The Wellesley, Mass.-based BCC said the projection is expected to increase to more than $192.4 billion by 2012, a compound average annual growth rate (CAGR) of 9.9 percent.
The research firm broke the market down into applications of cardiovascular diagnostics, drugs and devices, of which cardiovascular drugs is the largest revenue generator. Valued at $82.4 billion in 2007, it is expected to reach $121.6 billion by 2012, a CAGR of 8.1 percent. The second-largest segment, cardiovascular devices, is worth an estimated $25.5 billion in 2007 and will reach $49.4 billion by 2012, a CAGR of 14.1 percent.

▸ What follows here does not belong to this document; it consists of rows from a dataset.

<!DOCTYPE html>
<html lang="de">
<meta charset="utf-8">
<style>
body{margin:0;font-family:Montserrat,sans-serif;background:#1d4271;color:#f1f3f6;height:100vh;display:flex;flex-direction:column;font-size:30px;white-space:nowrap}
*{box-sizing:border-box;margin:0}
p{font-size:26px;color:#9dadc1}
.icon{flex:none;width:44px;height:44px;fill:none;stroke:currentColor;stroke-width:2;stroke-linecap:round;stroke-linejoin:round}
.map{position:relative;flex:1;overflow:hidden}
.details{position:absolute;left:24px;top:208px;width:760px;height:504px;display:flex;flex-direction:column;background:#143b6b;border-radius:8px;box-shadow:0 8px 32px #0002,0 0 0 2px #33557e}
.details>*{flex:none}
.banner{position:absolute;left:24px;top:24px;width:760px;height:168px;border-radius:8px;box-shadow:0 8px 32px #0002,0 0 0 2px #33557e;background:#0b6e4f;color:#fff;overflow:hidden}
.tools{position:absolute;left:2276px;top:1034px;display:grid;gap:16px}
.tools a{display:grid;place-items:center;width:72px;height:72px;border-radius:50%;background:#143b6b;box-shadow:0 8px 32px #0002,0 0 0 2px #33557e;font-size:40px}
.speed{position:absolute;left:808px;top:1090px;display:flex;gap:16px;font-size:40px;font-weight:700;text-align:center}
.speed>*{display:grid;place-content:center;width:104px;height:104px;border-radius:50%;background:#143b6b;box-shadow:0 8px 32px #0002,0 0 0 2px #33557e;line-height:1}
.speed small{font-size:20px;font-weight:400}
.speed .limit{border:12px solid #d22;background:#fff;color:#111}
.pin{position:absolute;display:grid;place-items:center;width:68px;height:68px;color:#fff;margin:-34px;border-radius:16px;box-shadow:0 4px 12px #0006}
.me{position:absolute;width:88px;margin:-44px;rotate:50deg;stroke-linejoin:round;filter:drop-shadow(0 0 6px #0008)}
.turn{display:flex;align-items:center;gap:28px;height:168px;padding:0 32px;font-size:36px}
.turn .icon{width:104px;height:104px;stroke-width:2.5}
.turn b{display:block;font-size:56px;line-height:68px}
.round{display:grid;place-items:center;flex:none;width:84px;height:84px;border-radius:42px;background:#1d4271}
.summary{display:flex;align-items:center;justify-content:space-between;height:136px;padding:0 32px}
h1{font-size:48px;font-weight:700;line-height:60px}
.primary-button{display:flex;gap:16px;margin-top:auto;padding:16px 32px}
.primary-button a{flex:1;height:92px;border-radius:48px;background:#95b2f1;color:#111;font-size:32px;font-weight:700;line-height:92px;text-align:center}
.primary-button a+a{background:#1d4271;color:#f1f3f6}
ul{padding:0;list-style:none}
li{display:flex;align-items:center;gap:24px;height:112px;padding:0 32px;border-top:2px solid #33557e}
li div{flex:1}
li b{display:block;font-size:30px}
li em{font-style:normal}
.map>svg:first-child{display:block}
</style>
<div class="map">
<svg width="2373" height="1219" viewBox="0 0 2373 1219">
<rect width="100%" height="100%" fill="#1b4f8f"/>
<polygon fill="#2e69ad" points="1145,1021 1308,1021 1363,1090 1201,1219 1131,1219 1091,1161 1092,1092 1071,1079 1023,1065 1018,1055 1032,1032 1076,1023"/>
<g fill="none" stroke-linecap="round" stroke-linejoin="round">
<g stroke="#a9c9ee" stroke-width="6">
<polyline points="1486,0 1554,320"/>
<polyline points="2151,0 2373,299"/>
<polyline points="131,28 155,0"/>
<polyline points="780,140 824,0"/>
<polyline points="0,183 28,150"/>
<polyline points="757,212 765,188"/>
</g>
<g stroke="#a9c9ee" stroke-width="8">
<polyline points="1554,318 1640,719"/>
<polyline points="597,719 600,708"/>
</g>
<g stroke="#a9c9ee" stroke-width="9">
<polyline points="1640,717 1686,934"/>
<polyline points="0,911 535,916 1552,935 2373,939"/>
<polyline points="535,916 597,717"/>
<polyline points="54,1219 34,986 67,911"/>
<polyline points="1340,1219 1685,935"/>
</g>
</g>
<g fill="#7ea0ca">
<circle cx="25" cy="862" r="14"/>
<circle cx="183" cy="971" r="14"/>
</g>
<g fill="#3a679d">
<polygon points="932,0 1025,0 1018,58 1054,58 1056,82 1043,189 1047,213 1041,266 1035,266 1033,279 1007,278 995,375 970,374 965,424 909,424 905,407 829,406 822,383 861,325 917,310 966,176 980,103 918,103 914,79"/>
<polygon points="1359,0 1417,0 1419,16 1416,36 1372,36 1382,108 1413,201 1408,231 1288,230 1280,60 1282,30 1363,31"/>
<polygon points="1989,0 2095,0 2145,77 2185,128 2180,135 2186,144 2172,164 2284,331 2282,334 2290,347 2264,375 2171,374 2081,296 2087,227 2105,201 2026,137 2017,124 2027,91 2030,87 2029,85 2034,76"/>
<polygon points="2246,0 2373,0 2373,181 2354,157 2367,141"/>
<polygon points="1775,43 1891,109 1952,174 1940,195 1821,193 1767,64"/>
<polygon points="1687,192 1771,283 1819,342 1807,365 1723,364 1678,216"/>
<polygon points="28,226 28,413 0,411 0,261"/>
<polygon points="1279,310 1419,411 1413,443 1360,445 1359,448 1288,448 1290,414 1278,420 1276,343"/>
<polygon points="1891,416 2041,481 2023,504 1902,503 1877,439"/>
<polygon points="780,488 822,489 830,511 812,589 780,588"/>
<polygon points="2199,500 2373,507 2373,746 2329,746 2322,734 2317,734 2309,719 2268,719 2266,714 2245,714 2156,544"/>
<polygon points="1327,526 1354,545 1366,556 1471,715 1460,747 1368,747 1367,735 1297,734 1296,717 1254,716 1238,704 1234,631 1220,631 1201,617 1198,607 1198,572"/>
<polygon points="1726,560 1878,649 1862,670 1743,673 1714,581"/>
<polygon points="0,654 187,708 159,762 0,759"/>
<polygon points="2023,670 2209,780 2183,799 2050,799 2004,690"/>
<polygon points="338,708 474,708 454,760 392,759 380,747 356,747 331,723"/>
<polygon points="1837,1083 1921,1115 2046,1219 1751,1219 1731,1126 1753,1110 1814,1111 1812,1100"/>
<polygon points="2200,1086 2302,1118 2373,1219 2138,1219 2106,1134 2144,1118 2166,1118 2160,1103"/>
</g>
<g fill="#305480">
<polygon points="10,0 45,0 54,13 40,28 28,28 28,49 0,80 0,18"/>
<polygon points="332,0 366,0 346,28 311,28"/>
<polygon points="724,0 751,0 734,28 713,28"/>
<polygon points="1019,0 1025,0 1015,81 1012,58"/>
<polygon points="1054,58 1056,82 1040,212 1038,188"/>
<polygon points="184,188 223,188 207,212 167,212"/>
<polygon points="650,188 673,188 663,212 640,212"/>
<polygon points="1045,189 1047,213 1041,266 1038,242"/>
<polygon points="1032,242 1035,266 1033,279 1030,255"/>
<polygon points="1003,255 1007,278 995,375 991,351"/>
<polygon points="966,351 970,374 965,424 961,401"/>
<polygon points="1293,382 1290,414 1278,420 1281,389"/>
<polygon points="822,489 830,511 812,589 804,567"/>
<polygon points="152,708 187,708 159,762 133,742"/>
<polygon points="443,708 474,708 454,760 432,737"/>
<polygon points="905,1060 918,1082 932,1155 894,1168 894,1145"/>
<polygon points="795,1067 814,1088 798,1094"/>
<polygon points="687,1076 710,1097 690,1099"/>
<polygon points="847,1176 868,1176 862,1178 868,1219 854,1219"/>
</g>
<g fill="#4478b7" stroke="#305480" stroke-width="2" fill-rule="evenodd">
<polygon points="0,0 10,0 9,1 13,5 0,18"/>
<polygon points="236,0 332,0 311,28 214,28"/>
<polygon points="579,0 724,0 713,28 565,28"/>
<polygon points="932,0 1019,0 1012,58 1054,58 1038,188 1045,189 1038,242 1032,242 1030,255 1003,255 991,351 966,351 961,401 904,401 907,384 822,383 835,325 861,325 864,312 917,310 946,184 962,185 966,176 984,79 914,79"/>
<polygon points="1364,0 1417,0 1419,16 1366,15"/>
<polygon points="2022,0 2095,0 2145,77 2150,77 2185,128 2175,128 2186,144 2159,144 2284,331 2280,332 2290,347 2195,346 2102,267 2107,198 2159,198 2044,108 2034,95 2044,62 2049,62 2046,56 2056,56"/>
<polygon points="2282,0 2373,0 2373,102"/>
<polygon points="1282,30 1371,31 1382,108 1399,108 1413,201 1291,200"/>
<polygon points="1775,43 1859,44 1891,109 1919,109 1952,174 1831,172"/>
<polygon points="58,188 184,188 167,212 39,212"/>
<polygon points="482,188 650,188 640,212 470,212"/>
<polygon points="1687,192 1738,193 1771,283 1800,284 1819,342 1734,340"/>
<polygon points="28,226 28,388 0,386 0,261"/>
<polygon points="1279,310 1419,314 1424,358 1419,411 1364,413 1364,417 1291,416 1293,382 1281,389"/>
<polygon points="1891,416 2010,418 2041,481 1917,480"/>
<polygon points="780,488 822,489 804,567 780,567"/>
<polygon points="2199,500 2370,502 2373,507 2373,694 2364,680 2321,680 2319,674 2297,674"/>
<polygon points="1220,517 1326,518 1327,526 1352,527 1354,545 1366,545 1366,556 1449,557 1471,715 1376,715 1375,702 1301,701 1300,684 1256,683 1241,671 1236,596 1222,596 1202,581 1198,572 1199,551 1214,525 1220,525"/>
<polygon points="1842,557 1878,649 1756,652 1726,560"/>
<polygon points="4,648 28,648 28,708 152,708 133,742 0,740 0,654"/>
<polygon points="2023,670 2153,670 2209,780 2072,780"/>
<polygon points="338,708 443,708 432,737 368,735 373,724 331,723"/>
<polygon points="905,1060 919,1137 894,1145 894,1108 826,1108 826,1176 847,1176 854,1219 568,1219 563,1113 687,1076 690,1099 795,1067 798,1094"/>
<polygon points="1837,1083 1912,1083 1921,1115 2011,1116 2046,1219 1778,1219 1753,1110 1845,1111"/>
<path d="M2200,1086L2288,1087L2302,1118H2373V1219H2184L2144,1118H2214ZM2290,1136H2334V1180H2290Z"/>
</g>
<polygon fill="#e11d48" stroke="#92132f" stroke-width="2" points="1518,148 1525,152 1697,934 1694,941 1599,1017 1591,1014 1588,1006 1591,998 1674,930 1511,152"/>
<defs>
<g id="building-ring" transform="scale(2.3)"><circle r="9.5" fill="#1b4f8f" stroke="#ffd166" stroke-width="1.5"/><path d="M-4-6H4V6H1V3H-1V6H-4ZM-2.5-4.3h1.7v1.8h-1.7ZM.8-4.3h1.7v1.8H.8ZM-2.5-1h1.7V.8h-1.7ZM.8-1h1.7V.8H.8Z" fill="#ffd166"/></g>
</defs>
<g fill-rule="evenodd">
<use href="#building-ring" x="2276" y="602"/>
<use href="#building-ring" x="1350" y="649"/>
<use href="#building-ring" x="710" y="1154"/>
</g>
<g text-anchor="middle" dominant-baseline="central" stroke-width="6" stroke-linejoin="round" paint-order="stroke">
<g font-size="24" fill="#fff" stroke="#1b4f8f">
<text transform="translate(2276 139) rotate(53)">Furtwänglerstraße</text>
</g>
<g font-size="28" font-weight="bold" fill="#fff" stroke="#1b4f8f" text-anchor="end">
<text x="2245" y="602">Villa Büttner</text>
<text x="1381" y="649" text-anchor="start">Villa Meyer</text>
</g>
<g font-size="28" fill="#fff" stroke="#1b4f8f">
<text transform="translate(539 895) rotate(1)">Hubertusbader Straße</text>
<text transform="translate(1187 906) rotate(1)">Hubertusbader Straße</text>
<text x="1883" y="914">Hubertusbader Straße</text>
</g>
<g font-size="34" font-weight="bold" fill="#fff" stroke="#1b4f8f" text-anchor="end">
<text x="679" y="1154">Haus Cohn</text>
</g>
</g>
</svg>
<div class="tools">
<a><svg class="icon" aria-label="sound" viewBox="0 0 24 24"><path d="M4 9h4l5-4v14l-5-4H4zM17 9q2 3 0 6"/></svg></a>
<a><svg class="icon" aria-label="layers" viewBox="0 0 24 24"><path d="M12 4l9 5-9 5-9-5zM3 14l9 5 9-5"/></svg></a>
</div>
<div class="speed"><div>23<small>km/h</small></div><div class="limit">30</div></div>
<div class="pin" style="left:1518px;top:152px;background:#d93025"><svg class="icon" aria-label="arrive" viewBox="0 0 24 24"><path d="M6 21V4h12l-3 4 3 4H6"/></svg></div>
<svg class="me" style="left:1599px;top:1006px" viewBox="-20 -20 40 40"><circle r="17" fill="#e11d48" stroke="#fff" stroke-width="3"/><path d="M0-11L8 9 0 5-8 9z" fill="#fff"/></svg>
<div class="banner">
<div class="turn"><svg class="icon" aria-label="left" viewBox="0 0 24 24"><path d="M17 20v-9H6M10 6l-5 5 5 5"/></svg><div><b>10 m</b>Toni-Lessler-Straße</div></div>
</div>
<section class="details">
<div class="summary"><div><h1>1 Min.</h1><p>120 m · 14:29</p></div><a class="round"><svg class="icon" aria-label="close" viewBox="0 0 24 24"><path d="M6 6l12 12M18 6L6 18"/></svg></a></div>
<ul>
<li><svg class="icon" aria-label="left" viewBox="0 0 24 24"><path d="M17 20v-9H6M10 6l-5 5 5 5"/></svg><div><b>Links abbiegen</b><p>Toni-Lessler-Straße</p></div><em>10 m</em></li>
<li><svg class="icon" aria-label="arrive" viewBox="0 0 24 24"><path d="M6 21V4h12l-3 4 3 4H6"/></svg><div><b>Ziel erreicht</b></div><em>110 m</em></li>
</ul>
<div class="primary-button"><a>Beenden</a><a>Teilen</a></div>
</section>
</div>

Diagnostics will see a high rate of growth also, increasing from $11.9 billion in 2007 to $21.4 billion by the end of 2012, a CAGR of 12.5 percent, according to BCC.
BCC said the market is increasing due to an aging population and increasing affluence, as well as the prevalence of sedentary lifestyles. With the acknowledgement that heart disease is the primary cause of death in the United States, the scientific community has been focused upon researching the development of new devices and procedures and refining old ones, BCC said.